SYNOPSIS: The strange Momma-killing incentives of the 2001 tax cut.
There's a scene in the 1966 British comedy "The Wrong Box" in which the son of an irascible plutocrat pushes his father's wheelchair along the top of a cliff, responding with a dutiful "Yes, father" to each outpouring of verbal abuse. Then the old man waves his hand at the industrial landscape below, and declares, "When I'm gone, all this will be yours." "Yes, father," replies the son — and pushes him off the cliff.
That scene came back to me as I delved further into the absurd piece of tax legislation that a House-Senate conference devised and that George W. Bush triumphantly signed last weekend. The Bush tax plan was always peculiar: in order to hide the true budget impact, its authors delayed many of the biggest tax cuts until late into the 10-year planning period; repeal of the estate tax, in particular, was put off to 2010. But even that left the books insufficiently cooked, so last week the conferees added a "sunset" clause, officially causing the whole bill to expire, and tax rates to bounce back to 2000 levels, at the beginning of 2011.
So in the law as now written, heirs to great wealth face the following situation: If your ailing mother passes away on Dec. 30, 2010, you inherit her estate tax-free. But if she makes it to Jan. 1, 2011, half the estate will be taxed away. That creates some interesting incentives. Maybe they should have called it the Throw Momma From the Train Act of 2001.
That's by no means the only weird element in the tax bill. Almost as bizarre is the sudden tax increase for upper-middle-income families scheduled for the end of 2004. Anyone who has been following the tax debate — in particular via the extremely informative Web site of the Center on Budget and Policy Priorities — knows that the alternative minimum tax is a major land mine lurking in the road ahead. Under the tax bill just passed, the number of taxpayers subject to this tax will balloon from 1.5 million to more than 36 million, with the result that many people — typically well-off but not rich families who already pay high state and local taxes — will find the tax cut they thought they were getting snatched away.
So why not fix the law? Because that would raise the budget impact of the tax cut by hundreds of billions of dollars. Still, the conferees felt they had to do something; so they included a partial fix for the A.M.T. problem. But even that partial fix, if maintained over the whole decade, would have made the tax cut too big to fit the budget resolution. So guess what? The A.M.T. fix is scheduled to expire in 2004, which means that according to the law millions of families will face a sudden large tax increase.

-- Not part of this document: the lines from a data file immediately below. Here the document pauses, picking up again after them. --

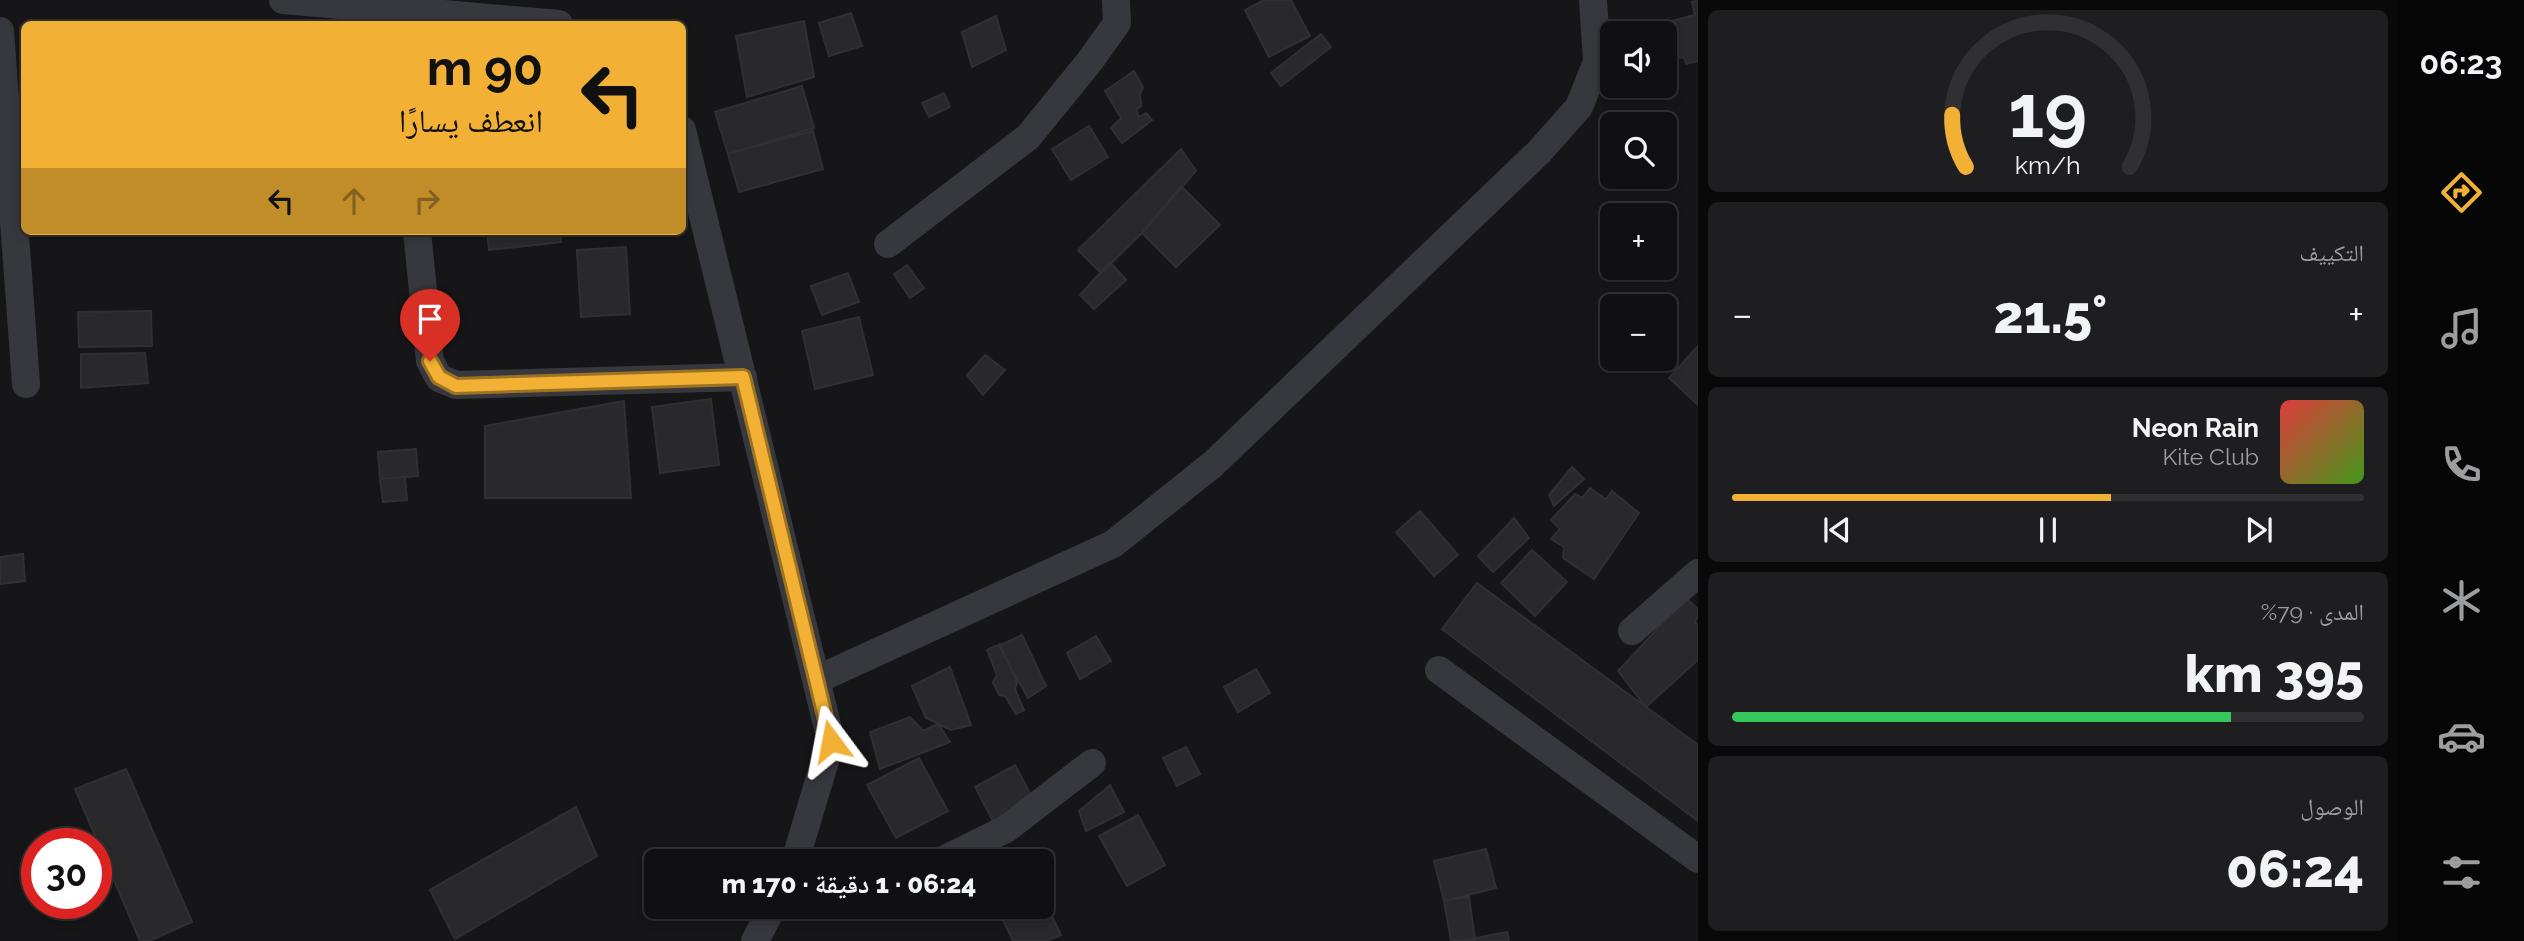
<!DOCTYPE html>
<html lang="ar">
<head>
<meta charset="utf-8">
<style>
	:root { --surface:#101012; --page:#1e1e20; --text:#f1f3f6; --muted:#9c9d9f; --line:#303032; --accent:#f2b134 }
	body { margin:0; font-family:Raleway,"Noto Naskh Arabic",sans-serif; background:var(--page); color:var(--text); direction:rtl; height:100vh; display:flex; flex-direction:column; font-size:26px; white-space:nowrap }
	* { box-sizing:border-box; margin:0 }
	p { font-size:23px; color:var(--muted) }
	.icon { flex:none; width:38px; height:38px; fill:none; stroke:currentColor; stroke-width:2; stroke-linecap:round; stroke-linejoin:round }
	.map { position:relative; flex:1; overflow:hidden; direction:ltr }
	.details { display:flex; flex-direction:column; gap:10px; padding:10px; background:#09090a; width:700px }
	.details>* { flex:none }
	.guide { position:absolute; left:21px; top:21px; width:665px; height:214px; border-radius:10px; box-shadow:0 4px 10px #0003,0 0 0 2px var(--line); direction:rtl; background:#f2b134; color:#111; overflow:hidden }
	.fabs { position:absolute; left:1600px; top:21px; display:grid; gap:14px }
	.fabs a { display:grid; place-items:center; width:77px; height:77px; border-radius:10px; background:var(--surface); box-shadow:0 4px 10px #0003,0 0 0 2px var(--line); font-size:35px }
	.speed { position:absolute; left:21px; top:828px; display:flex; gap:14px; font-size:35px; font-weight:700; text-align:center }
	.speed>* { display:grid; place-content:center; width:91px; height:91px; border-radius:50%; background:var(--surface); box-shadow:0 4px 10px #0003,0 0 0 2px var(--line); line-height:1 }
	.speed .limit { border:10px solid #d22; background:#fff; color:#111 }
	.pin { position:absolute; display:grid; place-items:center; width:60px; height:60px; color:#fff; margin:-72px -30px; border-radius:50% 50% 50% 0; rotate:-45deg; box-shadow:0 0 7px #0007 }
	.pin .icon { rotate:45deg }
	.me { position:absolute; width:77px; margin:-38px; rotate:347deg; stroke-linejoin:round; filter:drop-shadow(0 0 5px #0008) }
	.turn { display:flex; align-items:center; gap:24px; height:147px; padding:0 28px; font-size:32px }
	.turn .icon { width:91px; height:91px; stroke-width:2.5 }
	.turn b { display:block; font-size:49px; line-height:60px }
	.lanes { display:flex; align-items:center; height:66px; padding:0 28px; background:#0003; justify-content:center; gap:35px; direction:ltr }
	.lanes .off { opacity:.35 }
	.big { font-size:52px; font-weight:800; line-height:1.1 }
	.details .tile { flex:1; display:flex; flex-direction:column; justify-content:center; gap:10px; min-width:0; padding:0 24px; border-radius:10px; background:var(--page) }
	.details .dial { align-items:center; gap:0 }
	.dial svg { height:182px; overflow:visible; fill:none; stroke:var(--line); stroke-width:7; stroke-linecap:round; text-anchor:middle }
	.dial text { fill:var(--text); stroke:none }
	.song { display:flex; align-items:center; gap:21px }
	.cover { width:84px; height:84px; border-radius:10px; background:linear-gradient(135deg,hsl(0 70% 55%),hsl(100 70% 35%)) }
	.played { height:7px; border-radius:4px; background:linear-gradient(90deg,var(--accent) 60%,var(--line) 60%) }
	.keys { display:flex; justify-content:space-around; direction:ltr }
	.heat { display:flex; justify-content:space-between; align-items:center; font-size:38px; direction:ltr }
	.charge { height:10px; border-radius:5px; background:linear-gradient(90deg,#34c759 79%,var(--line) 0) }
	.trip { position:absolute; left:644px; top:849px; width:410px; height:70px; border-radius:10px; background:var(--surface); box-shadow:0 4px 10px #0003,0 0 0 2px var(--line); font-weight:800; line-height:70px; text-align:center; direction:rtl }
	main { display:flex; flex:1; min-height:0 }
	.menu { display:flex; flex-direction:column; width:126px; justify-content:space-around; align-items:center; background:#060607; color:var(--muted) }
	.menu .icon { width:49px; height:49px }
	.menu .current { color:var(--accent) }
	.menu b { font-size:32px; color:var(--text) }
	.map>svg:first-child { display:block }
	.building { fill:#29292c; stroke:#303034; stroke-width:2 }
	.lines { fill:none; stroke-linecap:round; stroke-linejoin:round }
	.street { stroke:#37383d; stroke-width:28 }
	.route-casing { stroke:#9d7322; stroke-width:18 }
	.route { stroke:#f2b134; stroke-width:12 }
</style>
</head>
<body>
<main>
<nav class="menu">
<b>06:23</b>
<svg class="icon current" aria-label="directions" viewBox="0 0 24 24"><path d="M12 3l9 9-9 9-9-9zM9 14v-3h6M13 9l2 2-2 2"/></svg>
<svg class="icon" aria-label="music" viewBox="0 0 24 24"><path d="M9 18V5l10-2v13"/><circle cx="6" cy="18" r="3"/><circle cx="16" cy="16" r="3"/></svg>
<svg class="icon" aria-label="phone" viewBox="0 0 24 24"><path d="M5 4h4l2 5-3 2q2 4 5 5l2-3 5 2v4C11 20 4 13 5 4z"/></svg>
<svg class="icon" aria-label="climate" viewBox="0 0 24 24"><path d="M12 3v18M4 7l16 10M4 17L20 7"/></svg>
<svg class="icon" aria-label="car" viewBox="0 0 24 24"><path d="M5 17H2v-5l4-1 3-4h7l3 4 3 1v5h-3M9 17h6M6 11h13"/><circle cx="7" cy="17" r="2"/><circle cx="17" cy="17" r="2"/></svg>
<svg class="icon" aria-label="filters" viewBox="0 0 24 24"><path d="M4 7h16M4 17h16"/><circle cx="9" cy="7" r="2"/><circle cx="15" cy="17" r="2"/></svg>
</nav>
<section class="details">
<div class="tile dial"><svg viewBox="0 0 100 80">
<path d="M14 69A42 42 0 1 1 86 69"/>
<path d="M14 69A42 42 0 0 1 8 46" stroke="#f2b134"/>
<text x="50" y="56" font-size="32" font-weight="700">19</text>
<text x="50" y="72" font-size="11">km/h</text>
</svg></div>
<div class="tile"><p>التكييف</p>
<div class="heat"><a>−</a><b class="big">21.5°</b><a>+</a></div>
</div>
<div class="tile">
<div class="song"><i class="cover"></i><div><b>Neon Rain</b><p>Kite Club</p></div></div>
<div class="played"></div>
<div class="keys"><svg class="icon" aria-label="previous" viewBox="0 0 24 24"><path d="M18 5L8 12l10 7zM5 5v14"/></svg><svg class="icon" aria-label="pause" viewBox="0 0 24 24"><path d="M8 5v14M16 5v14"/></svg><svg class="icon" aria-label="next" viewBox="0 0 24 24"><path d="M6 5l10 7-10 7zM19 5v14"/></svg></div>
</div>
<div class="tile"><p>المدى · 79%</p><b class="big">395 km</b><div class="charge"></div></div>
<div class="tile"><p>الوصول</p><b class="big">06:24</b></div>
</section>
<div class="map">
<svg width="1698" height="941" viewBox="0 0 1698 941">
	<rect width="100%" height="100%" fill="#161618"/>
	<path class="building" d="M1264 0H1291L1310 36 1269 57 1245 10Z
		M1698 0V61L1686 64 1684 57 1669 60 1660 24 1695 15 1692 2Z
		M851 13 862 46 829 56 819 23Z
		M996 16 1006 50 972 67 962 32Z
		M804 21 814 77 747 97 736 36Z
		M1321 34 1331 47 1281 86 1271 73Z
		M1134 71 1143 87 1140 94 1141 106 1136 110 1139 117 1146 113 1152 120 1122 143 1111 128 1121 118 1105 91Z
		M802 86 814 128 728 154 715 112Z
		M944 93 950 107 929 117 922 103Z
		M1089 126 1108 157 1071 180 1052 149Z
		M813 131 823 169 739 192 728 154Z
		M1181 149 1196 171 1142 233 1101 273 1078 250Z
		M1181 186 1220 225 1176 267 1142 233Z
		M487 231H560L561 242 489 250Z
		M626 247 630 314 581 317 577 250Z
		M1110 262 1126 280 1094 309 1080 295Z
		M907 265 924 288 910 298 894 274Z
		M848 273 859 302 822 315 811 286Z
		M151 311 152 346 79 347 78 312Z
		M859 317 873 375 815 389 802 331Z
		M1698 346V405L1669 378Z
		M145 353 148 383 81 388V354Z
		M985 355 1005 370 983 395 967 375Z
		M711 399 719 465 660 473 652 407Z
		M624 401 631 498H485V426Z
		M416 449 418 476 380 479 378 452Z
		M1572 467 1584 479 1554 506 1549 495Z
		M405 476 407 500 383 502 380 479Z
		M1590 488 1606 499 1612 491 1639 513 1594 579 1563 558 1564 547 1551 539 1560 529 1551 520 1575 494 1582 498Z
		M1420 511 1458 555 1434 576 1396 532Z
		M1514 518 1529 538 1493 572 1478 556Z
		M1532 550 1567 582 1535 616 1501 583Z
		M23 554 25 581 0 584V557Z
		M1477 583 1698 745V821L1442 629Z
		M1686 598 1698 609V616L1695 622 1698 626V660L1646 707 1618 671Z
		M1022 635 1046 686 1028 698 999 646Z
		M1096 636 1111 661 1080 679 1067 653Z
		M1000 644 1017 683 1015 689 1024 710 1016 714 1005 696 999 695 993 682 997 675 987 650Z
		M950 667 971 725 951 730 926 718 912 686Z
		M1256 669 1270 693 1238 712 1224 687Z
		M910 717 923 731 940 723 939 725 950 742 880 769 870 732Z
		M1186 747 1200 774 1177 786 1163 758Z
		M919 758 948 811 896 838 867 785Z
		M1015 765 1034 801 994 823 975 787Z
		M126 769 192 922 149 941H140L75 789Z
		M1110 785 1124 812 1086 831 1079 811Z
		M576 807 597 856 455 939 430 890Z
		M1138 815 1165 865 1127 886 1099 836Z
		M1486 849 1496 888 1444 901 1434 861Z
		M1013 851 1018 861H991Z
		M1041 893 1061 935 1047 941H1013L999 912 1011 906H1041Z
		M1469 897 1475 939 1451 941 1444 901Z
		M1507 932 1509 941H1461Z"/>
	<g class="lines">
		<path class="street" d="M283 0 559 24
			M0 31 26 384
			M682 130 831 741 795 861
			M417 231 430 361 439 378 456 385 743 377
			M888 244 1028 137 1090 61 1117 23 1116 0
			M1632 631 1698 573
			M1439 670 1698 859
			M816 680 1113 544 1213 464 1539 152 1579 107 1597 62 1593 0
			M941 861 1006 829 1092 763
			M755 941 773 906"/>
	</g>
	<g class="lines">
		<defs>
			<path id="route" d="M430 361 439 377 456 386 743 377 831 741"/>
		</defs>
		<use href="#route" class="route-casing"/>
		<use href="#route" class="route"/>
	</g>
</svg>
<div class="fabs">
<a><svg class="icon" aria-label="sound" viewBox="0 0 24 24"><path d="M4 9h4l5-4v14l-5-4H4zM17 9q2 3 0 6"/></svg></a>
<a><svg class="icon" aria-label="search" viewBox="0 0 24 24"><circle cx="10" cy="10" r="6"/><path d="M15 15l6 6"/></svg></a>
<a>+</a>
<a>−</a>
</div>
<div class="speed"><div class="limit">30</div></div>
<div class="pin" style="left:430px;top:361px;background:#d93025"><svg class="icon" aria-label="arrive" viewBox="0 0 24 24"><path d="M6 21V4h12l-3 4 3 4H6"/></svg></div>
<svg class="me" style="left:831px;top:741px" viewBox="-20 -20 40 40"><path d="M0-17L14 15 0 8-14 15z" fill="#f2b134" stroke="#fff" stroke-width="4"/></svg>
<div class="trip">06:24 · 1 دقيقة · 170 m</div>
<div class="guide">
<div class="turn"><svg class="icon" aria-label="left" viewBox="0 0 24 24"><path d="M17 20v-9H6M10 6l-5 5 5 5"/></svg><div><b>90 m</b>انعطف يسارًا</div></div>
<div class="lanes"><svg class="icon" aria-label="left" viewBox="0 0 24 24"><path d="M17 20v-9H6M10 6l-5 5 5 5"/></svg><svg class="icon off" aria-label="ahead" viewBox="0 0 24 24"><path d="M12 20V5M6 11l6-6 6 6"/></svg><svg class="icon off" aria-label="right" viewBox="0 0 24 24"><path d="M7 20v-9h11M14 6l5 5-5 5"/></svg></div>
</div>
</div>
</main>
</body>
</html>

In short, the tax bill is a joke. But if the administration has its way, the joke is on us. For the bill is absurd by design. The administration, knowing that its tax cut wouldn't fit into any responsible budget, pushed through a bill that contains the things it wanted most — big tax cuts for the very, very rich — and used whatever accounting gimmicks it could find to make the overall budget impact seem smaller than it is. The idea is that when the absurdities become apparent — when mobs of angry junior vice presidents from New Jersey start demonstrating against the A.M.T., or when elderly multimillionaires develop a suspiciously high rate of fatal accidents — Congress will always respond with further tax cuts. And if the result of all those tax cuts is to prevent the government from ever providing the things Mr. Bush promised during the campaign, like prescription drug coverage under Medicare or increased aid to education — well, that was also part of the plan.
Someday, responsible politicians — or is that an oxymoron? — will have to untangle this mess. And yes, that means that some of the tax cuts Congress just approved will have to be rescinded. (How about a deal that fixes the A.M.T. and pays for the fix by returning tax rates on the top bracket to their 2000 level? Just a thought.)
But for now, it's a defensive game. The administration, having successfully rammed through a ridiculous tax bill, will try to bamboozle us on other matters. So the next question is whether men of honor will insist on honest accounting when it comes to Social Security reform. Yes, Senator Moynihan, this means you.